A cheese salad, if you will.
More of a Quattro Formaggi . Except there's often more than 4 cheeses involved.
As far as what counts as cheese:
- There's the obvious "Lobby Limburger" like the "No Waves" modifier, setting your own handicap to +300% and/or hammering the AI with a nerfing handicap. If one of these is in play I don't consider the result of the game to have a serious bearing on the balance of the game. At the same time, I feel no need to deny those choices to the players: it's pretty obvious what you're doing, it's an intentional choice, and it doesn't take any inordinate amount of your time to accomplish.
-- turning on golems-easy AND spirecraft-easy, and the friendly factions to intensity-10 with no counterbalancing hostile/mixed factions would also tend to cause me to not take the result terribly seriously from a balance perspective. More mild combos of that also tend to contextualize the result for my purposes. Please have fun with it if you like, though.
- Then there's the really-stinky-cheese in-game exploits like (in the past) having a massive FF net that you could repair while other parts of it were under fire (required a lot of micro, but you could stop almost arbitrarily large amounts of fire that way until the rules were added to make an entire FF net unrepairable for X time after any part of it had taken damage), or the much more recent example of RockyBst's keeping over 10,000 threat occupied essentially indefinitely with a single jumpship and some lightning torpedo frigates. Those I need to fix because they can trivialize pretty much _any_ size of challenge that is thrown at it, and thus trivialize all other responses to said challenges except in the matter of how much micro/wall-clock-time is required to execute them.
- Then there's the "hilariously overpowered" things like Martyrs. It's no secret that Martyrs are overpowered. They've actually been nerfed several times over the past few years, but their sheer threat-stopping power is incredible. I'll probably take another whack or two at them before too long, but ultimately the point isn't to redefine them to some actually-balanceable role. Because they're too much fun as they are, and even they have limits that can be overcome by a sufficiently powerful AI or a sufficiently big player mistake, and their nature prevents the player from relying on them to the total exclusion of other tactics. So even if someone is spamming martyrs like crazy I still pay attention to the balance implications of the game.
-- Area mines might go in this category, or the next one, it's not clear to me yet.
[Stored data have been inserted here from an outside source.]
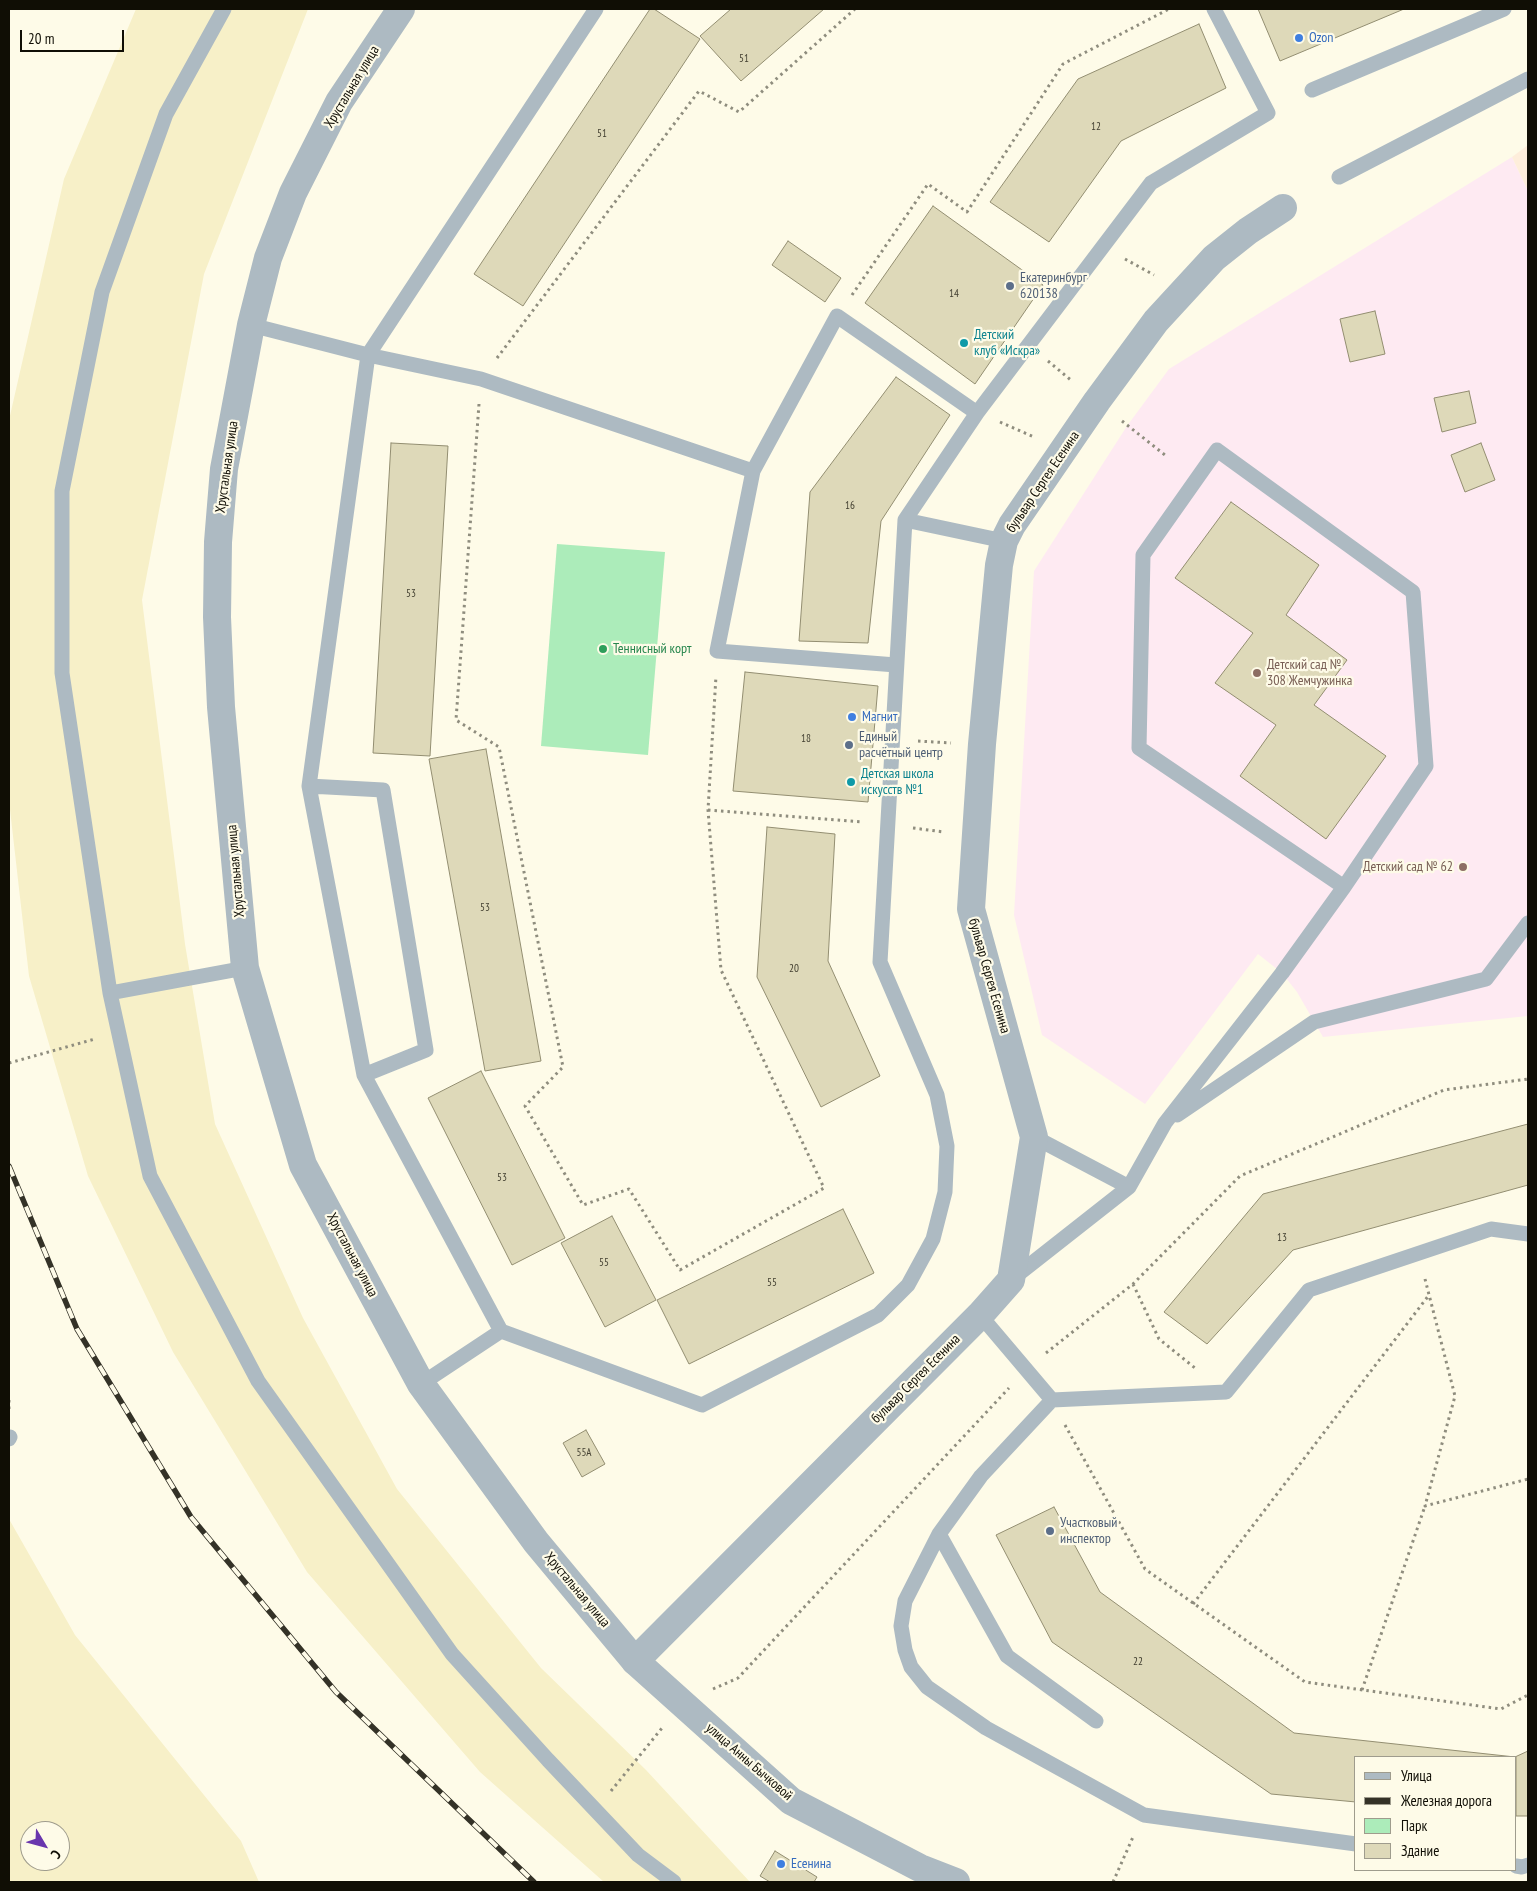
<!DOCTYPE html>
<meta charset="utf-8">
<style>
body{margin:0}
#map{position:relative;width:1537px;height:1891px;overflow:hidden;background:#fefbe8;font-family:"PT Sans Narrow",sans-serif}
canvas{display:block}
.frame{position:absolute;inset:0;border:10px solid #100e05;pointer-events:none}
.legend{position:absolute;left:1354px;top:1756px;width:162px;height:115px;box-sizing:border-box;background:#fefbe8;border:1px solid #9f9c8d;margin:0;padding:6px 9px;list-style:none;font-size:15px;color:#100e05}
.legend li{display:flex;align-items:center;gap:10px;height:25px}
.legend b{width:25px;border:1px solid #9f9c8d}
.north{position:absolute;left:20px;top:1821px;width:50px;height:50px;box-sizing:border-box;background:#fefbe8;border:1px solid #9f9c8d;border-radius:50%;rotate:127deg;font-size:14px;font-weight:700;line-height:20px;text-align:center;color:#100e05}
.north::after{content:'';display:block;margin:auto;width:18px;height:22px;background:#6936ad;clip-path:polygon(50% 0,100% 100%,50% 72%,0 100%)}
.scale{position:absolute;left:20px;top:30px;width:104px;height:22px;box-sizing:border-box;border:2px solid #100e05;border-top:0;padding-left:6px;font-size:15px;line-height:18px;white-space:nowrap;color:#100e05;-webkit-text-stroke:4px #fefbe8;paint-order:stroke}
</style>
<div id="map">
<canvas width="1537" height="1891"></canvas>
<div class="frame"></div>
<ul class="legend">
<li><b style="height:6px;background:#adbac2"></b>Улица</li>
<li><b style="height:6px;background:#343227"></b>Железная дорога</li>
<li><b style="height:14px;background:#acecba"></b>Парк</li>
<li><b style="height:14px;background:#ded9b9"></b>Здание</li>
</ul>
<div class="north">С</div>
<div class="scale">20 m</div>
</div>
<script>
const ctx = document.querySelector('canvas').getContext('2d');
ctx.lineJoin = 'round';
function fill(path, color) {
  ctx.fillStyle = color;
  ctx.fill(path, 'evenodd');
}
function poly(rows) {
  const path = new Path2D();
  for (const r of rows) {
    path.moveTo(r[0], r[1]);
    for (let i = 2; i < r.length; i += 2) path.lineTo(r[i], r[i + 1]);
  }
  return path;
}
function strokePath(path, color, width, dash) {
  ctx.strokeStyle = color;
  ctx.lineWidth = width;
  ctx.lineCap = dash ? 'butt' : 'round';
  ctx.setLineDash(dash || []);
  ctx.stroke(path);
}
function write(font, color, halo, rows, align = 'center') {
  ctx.font = font + ' "PT Sans Narrow",sans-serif';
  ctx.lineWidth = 4.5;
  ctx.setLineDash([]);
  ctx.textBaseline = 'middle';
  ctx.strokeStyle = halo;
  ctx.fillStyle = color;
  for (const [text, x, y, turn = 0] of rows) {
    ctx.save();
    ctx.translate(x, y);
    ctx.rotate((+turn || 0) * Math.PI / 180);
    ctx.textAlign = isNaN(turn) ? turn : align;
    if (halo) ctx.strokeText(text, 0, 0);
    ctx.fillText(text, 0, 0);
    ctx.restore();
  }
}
fill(poly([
 [136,9,308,9,204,274,142,600,185,944,215,1124,303,1318,397,1489,541,1668,646,1770,750,1882,604,1882,480,1772,307,1572,173,1352,88,1176,29,976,9,801,9,420,64,179],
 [9,1519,75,1635,241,1841,259,1882,9,1882],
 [30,1831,60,1831,60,1861,30,1861]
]), '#f7f0c8');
fill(poly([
 [1512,157,1528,191,1528,1016,1323,1037,1297,992,1282,973,1258,954,1145,1104,1042,1035,1014,915,1034,571,1127,426,1169,369]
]), '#feeaf2');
fill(poly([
 [1528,145,1528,191,1512,157]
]), '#feeedb');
fill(poly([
 [557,544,665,552,648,755,541,746]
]), '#acecba');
const building = poly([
 [650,9,654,9,700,39,523,306,474,274,650,9],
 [731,9,824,9,741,81,700,36,731,9],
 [1258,9,1404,9,1280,61,1258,9],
 [1199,24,1226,88,1121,141,1049,242,990,202,1078,79,1199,24],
 [933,206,1043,285,975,384,865,303,933,206],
 [788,241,841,278,825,302,772,265,788,241],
 [1375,311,1385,354,1350,362,1340,319,1375,311],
 [896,377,950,415,881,521,868,643,799,641,810,492,896,377],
 [1469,391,1476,423,1442,432,1434,398,1469,391],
 [391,443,448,446,430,756,373,753,391,443],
 [1481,443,1495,480,1465,492,1451,455,1481,443],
 [1231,502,1319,565,1286,615,1347,660,1314,705,1386,756,1326,839,1240,776,1276,725,1215,683,1253,633,1175,578,1231,502],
 [745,672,878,686,868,802,733,791,745,672],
 [486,749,541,1061,485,1071,429,759,486,749],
 [767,827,835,834,828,961,880,1076,821,1107,757,977,767,827],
 [481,1071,565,1238,512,1265,428,1098,481,1071],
 [1528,1124,1528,1185,1293,1250,1207,1344,1164,1312,1263,1194,1528,1124],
 [843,1209,874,1273,689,1364,657,1300,843,1209],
 [612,1216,656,1300,605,1327,561,1243,612,1216],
 [586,1430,605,1464,582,1477,563,1443,586,1430],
 [1054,1507,1100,1592,1294,1733,1515,1757,1528,1751,1528,1816,1516,1816,1516,1757,1356,1757,1356,1802,1271,1794,1052,1642,996,1535,1054,1507],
 [775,1851,817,1877,814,1882,770,1882,760,1876,775,1851]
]);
fill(building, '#ded9b9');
strokePath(building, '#938e71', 1);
strokePath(poly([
 [1125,259,1154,275],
 [852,295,928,184,967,212,1063,64,1169,9],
 [497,358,699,91,739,112,855,9],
 [1048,361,1072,381],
 [479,404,456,720,499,747,563,1067,525,1106,583,1205,629,1189,680,1270,824,1188,721,970,708,810,716,676],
 [1122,421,1165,455],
 [1000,422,1034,437],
 [918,741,951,743],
 [708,810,863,822],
 [913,828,944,832],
 [9,1063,95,1039],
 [1425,1279,1455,1396,1425,1506,1528,1479],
 [1133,1284,1159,1339,1195,1368],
 [1046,1353,1133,1284,1240,1176,1444,1090,1528,1079],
 [9,1400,9,1412],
 [1065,1425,1145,1569,1305,1682,1501,1709,1528,1695],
 [1193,1604,1429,1295],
 [713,1689,738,1678,1009,1388],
 [1362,1690,1425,1506],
 [611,1791,662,1728],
 [1113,1882,1133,1837]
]), '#8f8d7e', 3, [2.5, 4]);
strokePath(poly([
 [224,9,166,114,102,292,62,491,62,673,110,993,150,1176,258,1381,452,1654,548,1760,638,1855,674,1882],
 [1312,90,1504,9],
 [1339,177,1528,79],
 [251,325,368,355,481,379,753,471],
 [905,520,1004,541],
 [896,665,717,651,753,471,837,316,977,413],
 [309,786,383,790,426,1050,364,1075],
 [110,993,245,968],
 [1177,1115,1314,1022,1486,979,1528,923],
 [1129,1187,1165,1123,1282,973,1344,887,1139,748,1143,555,1217,450,1413,592,1426,766,1344,887],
 [1012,1279,1129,1187,1034,1137],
 [980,1315,1052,1400,1226,1392,1309,1290,1491,1229,1528,1234],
 [501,1331,702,1405,878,1315,908,1285,933,1239,945,1192,947,1146,937,1095,880,962,905,520,977,413,1151,183,1268,113,1214,9],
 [421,1384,501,1331,364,1075,309,786,368,355,596,9],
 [1052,1400,981,1476,939,1534,905,1601,901,1626,905,1650,911,1667,927,1687,986,1728,1144,1815,1356,1844],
 [9,1439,10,1437],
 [939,1534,1007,1656,1096,1721],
 [1516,1866,1522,1867,1528,1865]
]), '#adbac2', 15);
strokePath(poly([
 [635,1661,980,1315,1011,1280,1034,1137,971,909,982,744,999,565,1004,541,1012,525,1097,401,1156,321,1214,258,1248,231,1283,208]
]), '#adbac2', 28);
strokePath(poly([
 [401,9,339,102,293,193,268,258,251,325,224,469,218,542,217,617,221,707,245,968,303,1165,421,1384,536,1542,635,1661,791,1801,920,1868,956,1882]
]), '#adbac2', 28);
const rail = poly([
 [9,1166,77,1329,191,1517,336,1692,534,1882]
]);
strokePath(rail, '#343227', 5.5);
strokePath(rail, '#fefbe8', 4, [11]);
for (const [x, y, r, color] of [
 [1299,38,5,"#3f7fe0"],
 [1010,286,5,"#5c6f8a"],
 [964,343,5,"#0f9aa8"],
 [603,649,5,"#2e9e5b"],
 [1257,673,5,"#8d6e63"],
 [852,717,5,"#3f7fe0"],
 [849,745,5,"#5c6f8a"],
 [851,782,5,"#0f9aa8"],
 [1463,867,5,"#8d6e63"],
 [1050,1531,5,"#5c6f8a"],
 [781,1864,5,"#3f7fe0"]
]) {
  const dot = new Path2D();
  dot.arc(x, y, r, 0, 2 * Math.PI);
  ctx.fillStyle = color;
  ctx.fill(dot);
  strokePath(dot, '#fefbe8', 2);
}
write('11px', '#444132', null, [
 ["51",744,59],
 ["12",1096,127],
 ["51",602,134],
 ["14",954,294],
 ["16",850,506],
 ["53",411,594],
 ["18",806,739],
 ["53",485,908],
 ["20",794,969],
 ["53",502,1178],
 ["13",1282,1238],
 ["55",604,1263],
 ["55",772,1283],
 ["55А",584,1453],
 ["22",1138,1662]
]);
write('14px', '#366cbe', '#fefbe8', [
 ["Ozon",1309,38],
 ["Магнит",862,717],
 ["Есенина",791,1864]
], 'left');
write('14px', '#100e05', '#fefbe8', [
 ["Хрустальная улица",352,87,-59],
 ["Хрустальная улица",227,467,-82],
 ["бульвар Сергея Есенина",1043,482,-56],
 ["Хрустальная улица",236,871,-95],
 ["бульвар Сергея Есенина",989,976,74],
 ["Хрустальная улица",352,1255,62],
 ["бульвар Сергея Есенина",916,1379,-45],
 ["Хрустальная улица",577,1590,50],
 ["улица Анны Бычковой",749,1762,41]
]);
write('14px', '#4e5e75', '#fefbe8', [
 ["Екатеринбург",1020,278],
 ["620138",1020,294],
 ["Единый",859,737],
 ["расчётный центр",859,753],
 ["Участковый",1060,1523],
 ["инспектор",1060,1539]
], 'left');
write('14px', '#0d838f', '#fefbe8', [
 ["Детский",974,335],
 ["клуб «Искра»",974,351],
 ["Детская школа",861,774],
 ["искусств №1",861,790]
], 'left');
write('14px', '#27864d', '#fefbe8', [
 ["Теннисный корт",613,649]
], 'left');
write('14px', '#785e54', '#fefbe8', [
 ["Детский сад №",1267,665],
 ["308 Жемчужинка",1267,681],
 ["Детский сад № 62",1453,867,"right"]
], 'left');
</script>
- Then there's the more mild-cheddar types of units. I'd put Riot Starships and Neinzul Railpods and various other such things in this category. They're really strong if used right, and if used in combination can defeat absurdly larger forces. If a strict balance were a priority for me, I'd have to nerf these. But again, too much fun the way they are. So there are occasional efforts to moderate them without redefining them, but overall it's ok.
And there's a bunch of stuff I didn't mention. Overall the target is fun, and making sure nothing is so out of balance that it's reducing fun. After that I try to make 10/10 just-barely-unbeatable (on normal challenge, against the top players), 7/7 a stiff challenge to a new player, etc.